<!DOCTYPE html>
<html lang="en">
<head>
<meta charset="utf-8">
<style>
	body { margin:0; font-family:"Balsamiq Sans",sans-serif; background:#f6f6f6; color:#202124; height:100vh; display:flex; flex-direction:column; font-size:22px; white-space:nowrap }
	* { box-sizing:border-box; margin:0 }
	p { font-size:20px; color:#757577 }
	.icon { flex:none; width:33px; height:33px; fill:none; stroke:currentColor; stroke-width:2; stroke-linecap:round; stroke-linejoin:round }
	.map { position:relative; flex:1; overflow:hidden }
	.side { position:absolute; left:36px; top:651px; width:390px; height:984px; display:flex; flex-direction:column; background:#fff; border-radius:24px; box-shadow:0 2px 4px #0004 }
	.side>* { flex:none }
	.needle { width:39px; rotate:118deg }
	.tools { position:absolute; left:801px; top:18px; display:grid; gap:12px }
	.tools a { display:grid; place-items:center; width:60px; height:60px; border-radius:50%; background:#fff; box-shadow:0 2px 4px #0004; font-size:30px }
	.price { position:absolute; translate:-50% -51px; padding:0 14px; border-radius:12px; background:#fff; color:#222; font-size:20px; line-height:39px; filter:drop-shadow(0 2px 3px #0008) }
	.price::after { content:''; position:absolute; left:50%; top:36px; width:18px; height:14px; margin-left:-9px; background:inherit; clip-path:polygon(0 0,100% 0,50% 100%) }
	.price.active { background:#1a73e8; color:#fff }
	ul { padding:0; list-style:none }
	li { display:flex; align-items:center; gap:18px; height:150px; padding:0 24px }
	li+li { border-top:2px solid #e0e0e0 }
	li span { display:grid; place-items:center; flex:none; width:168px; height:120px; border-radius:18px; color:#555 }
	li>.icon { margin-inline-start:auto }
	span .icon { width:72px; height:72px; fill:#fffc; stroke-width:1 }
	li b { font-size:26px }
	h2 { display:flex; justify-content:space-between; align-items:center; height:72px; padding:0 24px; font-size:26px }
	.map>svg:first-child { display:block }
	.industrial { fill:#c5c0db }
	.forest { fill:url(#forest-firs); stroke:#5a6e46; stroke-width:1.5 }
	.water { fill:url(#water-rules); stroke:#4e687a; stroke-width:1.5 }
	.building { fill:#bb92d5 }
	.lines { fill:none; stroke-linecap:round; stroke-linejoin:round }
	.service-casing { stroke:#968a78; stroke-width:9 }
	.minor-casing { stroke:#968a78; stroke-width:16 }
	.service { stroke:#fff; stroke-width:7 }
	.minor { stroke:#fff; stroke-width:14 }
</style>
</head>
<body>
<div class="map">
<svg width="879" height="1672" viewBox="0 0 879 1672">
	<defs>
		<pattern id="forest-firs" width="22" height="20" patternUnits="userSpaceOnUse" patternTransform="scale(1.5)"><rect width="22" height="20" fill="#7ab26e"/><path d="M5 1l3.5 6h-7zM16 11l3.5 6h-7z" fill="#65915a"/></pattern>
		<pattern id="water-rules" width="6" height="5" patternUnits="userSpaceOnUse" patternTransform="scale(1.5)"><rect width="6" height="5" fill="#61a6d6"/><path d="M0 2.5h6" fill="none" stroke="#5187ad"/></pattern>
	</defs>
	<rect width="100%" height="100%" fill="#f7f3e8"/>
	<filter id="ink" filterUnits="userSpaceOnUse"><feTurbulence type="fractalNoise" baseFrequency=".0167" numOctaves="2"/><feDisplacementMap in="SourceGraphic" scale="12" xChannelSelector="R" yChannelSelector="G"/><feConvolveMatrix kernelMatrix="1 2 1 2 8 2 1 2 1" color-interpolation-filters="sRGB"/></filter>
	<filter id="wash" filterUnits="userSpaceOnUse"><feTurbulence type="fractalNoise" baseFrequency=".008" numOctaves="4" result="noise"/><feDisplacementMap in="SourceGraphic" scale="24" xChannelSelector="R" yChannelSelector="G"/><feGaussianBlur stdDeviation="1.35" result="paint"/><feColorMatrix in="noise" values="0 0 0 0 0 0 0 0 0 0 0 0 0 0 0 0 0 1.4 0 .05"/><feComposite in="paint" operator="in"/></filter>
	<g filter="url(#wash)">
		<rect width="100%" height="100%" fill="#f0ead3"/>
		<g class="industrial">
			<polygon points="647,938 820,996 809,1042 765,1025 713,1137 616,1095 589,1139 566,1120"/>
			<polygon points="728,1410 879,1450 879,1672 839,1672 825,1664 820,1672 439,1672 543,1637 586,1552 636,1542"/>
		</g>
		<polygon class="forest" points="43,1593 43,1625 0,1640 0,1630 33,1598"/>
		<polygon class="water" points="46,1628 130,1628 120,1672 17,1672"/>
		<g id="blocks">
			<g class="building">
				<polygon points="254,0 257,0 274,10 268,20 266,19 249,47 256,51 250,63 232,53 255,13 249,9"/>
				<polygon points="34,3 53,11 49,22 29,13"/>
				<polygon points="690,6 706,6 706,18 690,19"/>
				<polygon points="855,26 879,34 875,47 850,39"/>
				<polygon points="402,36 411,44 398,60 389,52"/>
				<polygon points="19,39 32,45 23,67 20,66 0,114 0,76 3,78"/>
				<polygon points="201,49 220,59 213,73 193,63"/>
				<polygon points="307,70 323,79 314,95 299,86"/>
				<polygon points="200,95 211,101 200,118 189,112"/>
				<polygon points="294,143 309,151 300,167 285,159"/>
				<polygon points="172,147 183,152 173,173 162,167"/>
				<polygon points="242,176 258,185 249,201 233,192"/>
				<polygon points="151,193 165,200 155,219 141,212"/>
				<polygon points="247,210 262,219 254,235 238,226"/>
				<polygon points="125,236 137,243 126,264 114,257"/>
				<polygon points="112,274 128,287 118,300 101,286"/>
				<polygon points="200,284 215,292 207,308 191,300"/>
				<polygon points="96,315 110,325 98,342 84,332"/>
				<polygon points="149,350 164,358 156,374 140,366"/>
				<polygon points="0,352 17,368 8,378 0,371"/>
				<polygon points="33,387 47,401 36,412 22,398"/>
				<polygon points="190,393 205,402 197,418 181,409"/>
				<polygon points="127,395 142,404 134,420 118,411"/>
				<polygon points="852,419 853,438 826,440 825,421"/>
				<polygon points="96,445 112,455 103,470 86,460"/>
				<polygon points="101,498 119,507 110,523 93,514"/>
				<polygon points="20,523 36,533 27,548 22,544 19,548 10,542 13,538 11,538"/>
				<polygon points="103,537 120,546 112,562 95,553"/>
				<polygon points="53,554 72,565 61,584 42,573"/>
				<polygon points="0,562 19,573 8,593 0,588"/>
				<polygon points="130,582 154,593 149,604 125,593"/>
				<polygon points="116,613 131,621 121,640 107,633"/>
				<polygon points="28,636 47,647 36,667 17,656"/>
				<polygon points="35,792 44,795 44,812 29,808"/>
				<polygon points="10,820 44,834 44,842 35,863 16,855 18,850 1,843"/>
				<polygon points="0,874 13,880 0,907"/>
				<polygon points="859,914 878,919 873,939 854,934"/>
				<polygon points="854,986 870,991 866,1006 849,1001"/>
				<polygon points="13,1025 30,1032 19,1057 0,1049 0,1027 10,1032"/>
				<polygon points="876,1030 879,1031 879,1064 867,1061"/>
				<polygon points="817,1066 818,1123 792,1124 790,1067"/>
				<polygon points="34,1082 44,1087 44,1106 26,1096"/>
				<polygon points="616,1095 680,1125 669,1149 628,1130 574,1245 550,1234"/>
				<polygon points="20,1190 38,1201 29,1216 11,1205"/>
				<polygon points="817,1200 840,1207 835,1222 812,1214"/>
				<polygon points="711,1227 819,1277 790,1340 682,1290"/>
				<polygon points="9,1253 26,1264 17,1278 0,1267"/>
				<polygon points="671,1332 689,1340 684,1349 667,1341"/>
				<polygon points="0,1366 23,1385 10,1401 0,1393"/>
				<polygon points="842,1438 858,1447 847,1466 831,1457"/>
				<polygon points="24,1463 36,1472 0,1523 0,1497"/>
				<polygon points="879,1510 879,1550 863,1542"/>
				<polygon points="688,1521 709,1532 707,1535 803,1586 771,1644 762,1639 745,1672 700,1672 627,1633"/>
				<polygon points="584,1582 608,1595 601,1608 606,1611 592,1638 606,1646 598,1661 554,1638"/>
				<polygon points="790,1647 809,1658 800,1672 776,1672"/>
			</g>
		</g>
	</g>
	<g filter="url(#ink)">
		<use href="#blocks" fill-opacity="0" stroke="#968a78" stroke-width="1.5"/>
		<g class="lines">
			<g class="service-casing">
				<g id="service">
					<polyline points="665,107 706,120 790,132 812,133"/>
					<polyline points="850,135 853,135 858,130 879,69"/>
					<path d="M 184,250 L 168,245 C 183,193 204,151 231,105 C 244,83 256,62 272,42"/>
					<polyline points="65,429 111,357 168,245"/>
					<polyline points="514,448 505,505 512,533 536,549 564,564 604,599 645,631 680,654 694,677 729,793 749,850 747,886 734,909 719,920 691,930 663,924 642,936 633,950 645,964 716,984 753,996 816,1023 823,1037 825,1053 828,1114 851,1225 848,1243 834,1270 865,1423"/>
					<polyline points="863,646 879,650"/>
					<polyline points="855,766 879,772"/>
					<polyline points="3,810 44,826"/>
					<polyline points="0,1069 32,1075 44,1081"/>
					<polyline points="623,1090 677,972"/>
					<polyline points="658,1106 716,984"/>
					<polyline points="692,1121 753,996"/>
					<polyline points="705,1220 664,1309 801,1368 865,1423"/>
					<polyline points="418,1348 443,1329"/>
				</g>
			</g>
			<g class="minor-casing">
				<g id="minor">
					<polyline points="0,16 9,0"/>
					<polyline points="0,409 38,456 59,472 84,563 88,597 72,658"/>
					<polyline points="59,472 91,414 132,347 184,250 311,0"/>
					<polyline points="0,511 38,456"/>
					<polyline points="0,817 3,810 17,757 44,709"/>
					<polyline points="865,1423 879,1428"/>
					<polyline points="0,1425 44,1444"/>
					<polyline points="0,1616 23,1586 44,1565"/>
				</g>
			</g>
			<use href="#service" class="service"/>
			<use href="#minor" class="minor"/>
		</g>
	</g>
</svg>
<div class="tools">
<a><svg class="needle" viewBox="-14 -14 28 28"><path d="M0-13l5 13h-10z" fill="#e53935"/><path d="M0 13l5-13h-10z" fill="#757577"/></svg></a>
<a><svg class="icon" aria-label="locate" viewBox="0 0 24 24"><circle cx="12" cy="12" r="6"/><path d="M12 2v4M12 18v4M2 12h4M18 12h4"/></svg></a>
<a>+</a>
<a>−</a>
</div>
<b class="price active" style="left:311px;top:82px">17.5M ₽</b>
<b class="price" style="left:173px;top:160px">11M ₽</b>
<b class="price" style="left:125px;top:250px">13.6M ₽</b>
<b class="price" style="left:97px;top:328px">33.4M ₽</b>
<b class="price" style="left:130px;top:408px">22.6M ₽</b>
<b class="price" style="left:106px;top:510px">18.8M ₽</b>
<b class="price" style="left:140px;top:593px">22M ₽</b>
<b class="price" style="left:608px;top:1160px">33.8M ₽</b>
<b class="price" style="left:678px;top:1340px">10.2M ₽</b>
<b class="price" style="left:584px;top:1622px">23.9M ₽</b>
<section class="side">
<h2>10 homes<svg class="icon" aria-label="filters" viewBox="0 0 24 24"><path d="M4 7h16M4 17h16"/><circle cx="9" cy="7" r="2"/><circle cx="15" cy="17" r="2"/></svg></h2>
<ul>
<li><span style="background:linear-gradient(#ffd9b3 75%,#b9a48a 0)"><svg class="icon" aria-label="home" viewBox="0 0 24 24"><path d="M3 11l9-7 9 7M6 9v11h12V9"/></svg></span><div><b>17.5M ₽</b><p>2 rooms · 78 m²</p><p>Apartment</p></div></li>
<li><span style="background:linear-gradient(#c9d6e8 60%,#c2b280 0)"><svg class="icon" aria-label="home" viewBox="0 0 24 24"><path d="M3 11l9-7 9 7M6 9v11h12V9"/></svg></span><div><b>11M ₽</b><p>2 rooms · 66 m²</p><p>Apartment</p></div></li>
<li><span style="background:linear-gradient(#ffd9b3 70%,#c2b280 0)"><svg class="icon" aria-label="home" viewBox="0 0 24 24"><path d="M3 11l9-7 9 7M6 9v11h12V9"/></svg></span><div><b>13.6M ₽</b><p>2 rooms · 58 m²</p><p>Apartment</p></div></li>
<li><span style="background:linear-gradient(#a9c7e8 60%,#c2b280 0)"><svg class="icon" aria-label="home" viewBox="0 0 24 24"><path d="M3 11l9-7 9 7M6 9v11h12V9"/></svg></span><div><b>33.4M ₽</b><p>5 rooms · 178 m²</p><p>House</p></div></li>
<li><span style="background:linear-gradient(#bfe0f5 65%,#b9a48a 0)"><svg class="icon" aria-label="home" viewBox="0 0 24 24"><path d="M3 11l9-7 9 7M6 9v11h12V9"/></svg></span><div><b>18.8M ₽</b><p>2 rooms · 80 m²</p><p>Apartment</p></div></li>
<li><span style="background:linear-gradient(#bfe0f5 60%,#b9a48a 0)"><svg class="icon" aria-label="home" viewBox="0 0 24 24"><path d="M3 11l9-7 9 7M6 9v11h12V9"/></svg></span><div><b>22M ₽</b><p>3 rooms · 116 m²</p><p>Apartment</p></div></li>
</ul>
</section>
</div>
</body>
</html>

☆ ☆ ☆ ☆

■ **THE PROBLEM**:
The answer consists of every line above in which the word "lines" occurs.

■ **ANSWER FOR THIS EXERCISE**:
	.lines { fill:none; stroke-linecap:round; stroke-linejoin:round }
		<g class="lines">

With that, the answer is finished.